Beni iyi dinle sevgili dostum. Kim sana ne derse desin sakin unutma. Savaşçılar düşündüğün kadar 'melek' değil. Ve her savaşın sebebi Adalet değil. İnan bana en az bende senin kadar çok merak ediyorum Asya bir doktor misali içimizdeki zehri temizliyebilir mi? Kendimizi avuttuğumuz adaleti verebilir mi? Güneşi, en çok merak ettiğim güneşi kurtarabilir mi? Ve sevgili dostum. Güneş sandığından daha hasta. Ona bu kadar güvenme ve Asya'yı ondan koru. Çünkü güç insanları zehirler.
"Félix?" İrkildim. Kafamı kaldırarak İdın'a baktım. "Daldın, sanırım yoruldun burda bırakalım mı?" Gözlerinin içine baktım. Ölümü güneşten kurtardım, fakat kendisinden nasıl kurtarıcım hakkında en ufak bir fikrim yoktu.
"Hayır, daha çok not var. Devam edelim lütfen." İdın sırıttı. "Nezaketen sordum zaten. Devam etmek zorundasın hadi sirkelen." Esneyerek vücudumu gerdim. "Başka soru hocam?" İdın kağıtları dikkatli gözlerle inceledi. Elini uzatarak bileğimi tuttu. "Burda bulunan damarın adı?" "Radial Arter." Kafasını olanak salladı. "Açıkla." "Nabız ölçülür. Kalbe kadar gider. Atar damardır." İdın tekrar kısa bir süre kağıtlara döndü. Elini bu sefer boynumda bir noktaya getirdi. İşaret parmağı sağ şah damarının üstündeydi ama baş parmağı ademelmama değiyordu. Yutkundumda ademelmam haraket etti ve bir an affalladı. Yoğun gözleri yüzümü inceledi. Elini geri çekerek toparlanmaya çalıştı fakat kızaran yanaklarının ikimizde farkındaydık.

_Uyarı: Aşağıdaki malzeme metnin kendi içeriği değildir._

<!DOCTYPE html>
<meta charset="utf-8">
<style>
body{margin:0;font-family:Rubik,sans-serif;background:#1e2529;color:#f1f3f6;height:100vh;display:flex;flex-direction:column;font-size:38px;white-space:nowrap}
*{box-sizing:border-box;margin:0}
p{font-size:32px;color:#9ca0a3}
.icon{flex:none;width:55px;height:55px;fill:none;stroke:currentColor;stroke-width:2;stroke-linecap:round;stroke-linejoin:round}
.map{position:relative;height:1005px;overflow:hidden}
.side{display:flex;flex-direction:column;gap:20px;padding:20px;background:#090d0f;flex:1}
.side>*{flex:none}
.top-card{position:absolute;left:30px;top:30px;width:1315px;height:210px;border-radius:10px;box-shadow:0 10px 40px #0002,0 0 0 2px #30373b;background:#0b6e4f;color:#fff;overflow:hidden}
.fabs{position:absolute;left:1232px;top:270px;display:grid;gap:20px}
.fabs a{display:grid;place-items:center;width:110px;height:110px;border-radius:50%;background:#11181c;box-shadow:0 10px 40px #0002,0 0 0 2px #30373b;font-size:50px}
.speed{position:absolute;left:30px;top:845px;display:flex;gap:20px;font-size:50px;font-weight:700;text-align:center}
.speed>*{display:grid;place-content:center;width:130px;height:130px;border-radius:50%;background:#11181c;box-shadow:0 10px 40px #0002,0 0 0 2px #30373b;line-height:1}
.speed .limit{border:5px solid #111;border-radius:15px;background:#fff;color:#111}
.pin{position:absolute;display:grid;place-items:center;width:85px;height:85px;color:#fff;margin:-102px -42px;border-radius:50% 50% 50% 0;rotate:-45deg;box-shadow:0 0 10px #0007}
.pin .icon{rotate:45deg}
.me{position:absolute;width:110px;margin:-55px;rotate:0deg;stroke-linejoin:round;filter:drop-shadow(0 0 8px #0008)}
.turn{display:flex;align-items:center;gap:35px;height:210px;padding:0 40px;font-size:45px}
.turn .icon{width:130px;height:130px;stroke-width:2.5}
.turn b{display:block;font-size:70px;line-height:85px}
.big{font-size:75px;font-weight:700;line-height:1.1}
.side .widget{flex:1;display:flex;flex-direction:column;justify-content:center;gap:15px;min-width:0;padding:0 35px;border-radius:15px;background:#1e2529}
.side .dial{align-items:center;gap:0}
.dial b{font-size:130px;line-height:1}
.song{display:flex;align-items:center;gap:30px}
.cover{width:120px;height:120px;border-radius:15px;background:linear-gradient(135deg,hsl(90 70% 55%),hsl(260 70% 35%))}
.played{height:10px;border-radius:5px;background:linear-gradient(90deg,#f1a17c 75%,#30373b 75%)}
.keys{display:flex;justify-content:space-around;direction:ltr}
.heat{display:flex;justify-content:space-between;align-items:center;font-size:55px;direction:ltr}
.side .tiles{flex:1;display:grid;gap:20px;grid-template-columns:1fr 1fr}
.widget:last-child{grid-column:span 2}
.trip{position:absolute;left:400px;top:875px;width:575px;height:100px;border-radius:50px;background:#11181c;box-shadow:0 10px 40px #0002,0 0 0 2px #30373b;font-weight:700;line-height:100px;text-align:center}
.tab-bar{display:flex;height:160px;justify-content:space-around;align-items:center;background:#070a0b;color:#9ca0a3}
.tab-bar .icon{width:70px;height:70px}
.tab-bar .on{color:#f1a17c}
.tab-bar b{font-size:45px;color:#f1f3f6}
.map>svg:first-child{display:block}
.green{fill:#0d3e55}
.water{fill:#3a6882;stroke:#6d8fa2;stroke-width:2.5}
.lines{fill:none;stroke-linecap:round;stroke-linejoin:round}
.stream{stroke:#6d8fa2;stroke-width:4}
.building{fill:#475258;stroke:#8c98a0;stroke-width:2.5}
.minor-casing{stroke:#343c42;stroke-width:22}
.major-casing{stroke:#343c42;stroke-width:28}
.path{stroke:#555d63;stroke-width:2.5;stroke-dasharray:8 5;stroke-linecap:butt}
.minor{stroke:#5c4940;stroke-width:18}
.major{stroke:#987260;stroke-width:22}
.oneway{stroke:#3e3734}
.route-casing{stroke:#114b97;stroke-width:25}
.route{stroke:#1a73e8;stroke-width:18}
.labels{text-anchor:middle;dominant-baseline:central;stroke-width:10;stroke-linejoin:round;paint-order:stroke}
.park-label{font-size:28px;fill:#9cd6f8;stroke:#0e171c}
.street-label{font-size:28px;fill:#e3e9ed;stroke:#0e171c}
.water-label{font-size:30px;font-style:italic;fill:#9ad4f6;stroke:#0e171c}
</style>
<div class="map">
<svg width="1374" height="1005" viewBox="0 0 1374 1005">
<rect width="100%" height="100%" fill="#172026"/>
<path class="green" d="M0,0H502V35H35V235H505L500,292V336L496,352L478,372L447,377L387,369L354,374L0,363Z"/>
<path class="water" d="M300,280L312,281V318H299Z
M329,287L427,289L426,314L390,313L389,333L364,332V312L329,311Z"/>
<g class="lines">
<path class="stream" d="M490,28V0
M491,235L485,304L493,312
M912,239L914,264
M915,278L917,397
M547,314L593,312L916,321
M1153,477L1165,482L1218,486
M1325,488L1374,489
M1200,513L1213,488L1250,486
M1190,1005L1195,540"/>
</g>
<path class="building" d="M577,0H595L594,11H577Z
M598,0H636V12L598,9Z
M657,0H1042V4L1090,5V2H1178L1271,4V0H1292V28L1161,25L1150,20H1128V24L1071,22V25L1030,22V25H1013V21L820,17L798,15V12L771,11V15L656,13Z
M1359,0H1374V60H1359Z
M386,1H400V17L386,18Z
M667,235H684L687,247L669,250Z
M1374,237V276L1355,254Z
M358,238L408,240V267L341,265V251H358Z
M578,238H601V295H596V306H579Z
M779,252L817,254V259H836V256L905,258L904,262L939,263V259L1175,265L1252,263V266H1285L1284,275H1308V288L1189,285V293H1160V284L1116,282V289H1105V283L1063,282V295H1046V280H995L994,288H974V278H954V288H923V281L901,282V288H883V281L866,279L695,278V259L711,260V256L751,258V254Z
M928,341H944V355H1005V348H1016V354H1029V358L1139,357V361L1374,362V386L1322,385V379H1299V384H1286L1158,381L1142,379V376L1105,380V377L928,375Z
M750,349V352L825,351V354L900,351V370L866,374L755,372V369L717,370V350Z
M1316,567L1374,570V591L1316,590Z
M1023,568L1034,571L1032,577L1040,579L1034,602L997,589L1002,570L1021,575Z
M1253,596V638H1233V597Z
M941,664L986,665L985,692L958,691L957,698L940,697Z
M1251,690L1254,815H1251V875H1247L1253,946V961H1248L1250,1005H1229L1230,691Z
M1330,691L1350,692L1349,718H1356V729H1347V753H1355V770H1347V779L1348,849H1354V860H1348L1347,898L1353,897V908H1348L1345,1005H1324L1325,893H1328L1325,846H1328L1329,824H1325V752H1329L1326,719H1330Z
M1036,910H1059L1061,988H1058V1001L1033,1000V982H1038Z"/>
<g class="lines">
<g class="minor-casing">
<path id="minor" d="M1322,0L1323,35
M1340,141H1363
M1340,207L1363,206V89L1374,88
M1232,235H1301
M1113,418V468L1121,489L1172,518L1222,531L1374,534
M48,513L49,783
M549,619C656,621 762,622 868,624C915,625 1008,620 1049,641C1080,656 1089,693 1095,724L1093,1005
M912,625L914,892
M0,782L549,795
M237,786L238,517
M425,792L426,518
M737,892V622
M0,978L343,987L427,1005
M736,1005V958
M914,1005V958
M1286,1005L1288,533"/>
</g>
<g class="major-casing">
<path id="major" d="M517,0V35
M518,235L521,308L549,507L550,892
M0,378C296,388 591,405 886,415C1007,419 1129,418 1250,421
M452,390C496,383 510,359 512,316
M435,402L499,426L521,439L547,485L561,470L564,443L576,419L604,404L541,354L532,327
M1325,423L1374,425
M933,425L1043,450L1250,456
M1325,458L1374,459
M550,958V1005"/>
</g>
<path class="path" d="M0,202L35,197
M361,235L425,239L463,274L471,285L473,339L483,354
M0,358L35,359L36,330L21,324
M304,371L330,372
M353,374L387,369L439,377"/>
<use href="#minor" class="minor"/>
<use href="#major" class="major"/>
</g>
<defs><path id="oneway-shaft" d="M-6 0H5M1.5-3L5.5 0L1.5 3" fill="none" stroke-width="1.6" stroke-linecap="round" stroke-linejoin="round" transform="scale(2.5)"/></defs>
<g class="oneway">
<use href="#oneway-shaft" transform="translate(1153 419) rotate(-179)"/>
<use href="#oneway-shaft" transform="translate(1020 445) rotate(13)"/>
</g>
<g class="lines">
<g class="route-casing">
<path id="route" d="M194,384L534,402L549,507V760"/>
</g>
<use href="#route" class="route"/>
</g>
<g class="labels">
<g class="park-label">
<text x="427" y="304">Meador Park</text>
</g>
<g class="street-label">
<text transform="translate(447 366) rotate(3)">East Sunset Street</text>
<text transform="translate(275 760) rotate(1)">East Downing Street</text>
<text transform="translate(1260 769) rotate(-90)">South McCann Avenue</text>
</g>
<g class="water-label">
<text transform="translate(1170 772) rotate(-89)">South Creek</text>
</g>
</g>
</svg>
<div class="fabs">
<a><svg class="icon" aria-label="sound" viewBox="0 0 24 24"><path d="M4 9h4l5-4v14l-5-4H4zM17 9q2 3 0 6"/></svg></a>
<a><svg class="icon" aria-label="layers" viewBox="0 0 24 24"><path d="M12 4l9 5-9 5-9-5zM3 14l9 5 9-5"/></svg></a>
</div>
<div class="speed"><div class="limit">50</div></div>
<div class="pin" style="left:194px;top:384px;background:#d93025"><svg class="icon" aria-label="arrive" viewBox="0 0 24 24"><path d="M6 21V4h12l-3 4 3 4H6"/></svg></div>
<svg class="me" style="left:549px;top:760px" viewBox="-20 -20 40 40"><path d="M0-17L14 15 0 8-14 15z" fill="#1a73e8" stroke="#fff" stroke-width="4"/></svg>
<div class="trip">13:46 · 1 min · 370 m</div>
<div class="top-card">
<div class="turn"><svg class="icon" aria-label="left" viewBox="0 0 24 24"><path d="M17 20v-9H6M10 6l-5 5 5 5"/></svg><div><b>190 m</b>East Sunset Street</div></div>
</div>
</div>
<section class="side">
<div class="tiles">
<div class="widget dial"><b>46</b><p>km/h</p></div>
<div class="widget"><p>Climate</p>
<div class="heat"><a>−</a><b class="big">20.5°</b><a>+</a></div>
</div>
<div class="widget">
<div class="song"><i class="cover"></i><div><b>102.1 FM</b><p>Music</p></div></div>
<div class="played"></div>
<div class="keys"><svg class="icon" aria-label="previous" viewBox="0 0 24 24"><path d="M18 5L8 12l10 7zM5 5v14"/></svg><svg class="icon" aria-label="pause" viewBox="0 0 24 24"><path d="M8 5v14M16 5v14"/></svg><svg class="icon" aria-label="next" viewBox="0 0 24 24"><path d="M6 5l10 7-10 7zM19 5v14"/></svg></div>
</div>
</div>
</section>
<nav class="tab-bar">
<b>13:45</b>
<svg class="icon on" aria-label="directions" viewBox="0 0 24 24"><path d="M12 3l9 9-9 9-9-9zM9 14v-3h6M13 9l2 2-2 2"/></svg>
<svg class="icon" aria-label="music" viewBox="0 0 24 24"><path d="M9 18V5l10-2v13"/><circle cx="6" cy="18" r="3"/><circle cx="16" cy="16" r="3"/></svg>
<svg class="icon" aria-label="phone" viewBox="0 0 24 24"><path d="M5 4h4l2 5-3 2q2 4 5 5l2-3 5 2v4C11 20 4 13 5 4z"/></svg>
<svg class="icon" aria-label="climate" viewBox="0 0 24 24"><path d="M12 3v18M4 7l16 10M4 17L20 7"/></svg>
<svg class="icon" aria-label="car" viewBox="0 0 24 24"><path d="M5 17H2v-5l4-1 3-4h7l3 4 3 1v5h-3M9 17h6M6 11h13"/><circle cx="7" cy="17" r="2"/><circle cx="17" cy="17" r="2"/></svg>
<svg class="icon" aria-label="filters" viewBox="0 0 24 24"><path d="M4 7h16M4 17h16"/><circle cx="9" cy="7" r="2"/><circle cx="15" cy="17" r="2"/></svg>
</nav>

"Şah damarı tıkanıklığı belirtileri?" Yutkundum ve gözlerimi yumarak toparlanmak için kendime zaman verdim.
Hayır sevgilim. Bundan Tahrik olmazsın. Asıl hayır bana. Sana ne oluyor. Tamam! Kendine gel sadece.
"Uyuşma veya zayıflık, denge kaybı, baş dönmesi, şiddetli baş ağrısı -buraya kadar kristal kaymasına benzer. Ayrıca Afazi olarak bilinen konuşma zorluğu. Hafıza problemleri vesaire. Kişiden kişiye değişebilir tabii."
İdın hâlâ yüzümü inceliyordu. Fakat hemen toparlandı. "Ha? Evet." Etrafına bakındı. Hızlıca ayağa kalkarak mutfağa ilerledi. "Su ister misin?" Kafamı salladım. Ama bunu ne mantıkla yaptım bilmiyorum arkası bana dönüktü.
Kendimi geriye atarak yatağa uzandım- Tüm anatomi notlarını ve haritaları hiçe sayarak. Dudaklarımdan hafif bir inleme döküldü. Bize ne oldumştu?
Başka bir şey düşün. Ondan başka bir şey düşünmen mümkünmüş gibi başka bir şey düşün.
Fakat anılar bu gün zihnimi bırakmamaya kararlı gibiydi. Bu sefer zihnimde bu evin bu bahçesinde geçen bir anı canlandı. Beni buraya çağırmıştı. Tekrar piknik yapıyorduk. Fakat o fazla heyecanlıydı.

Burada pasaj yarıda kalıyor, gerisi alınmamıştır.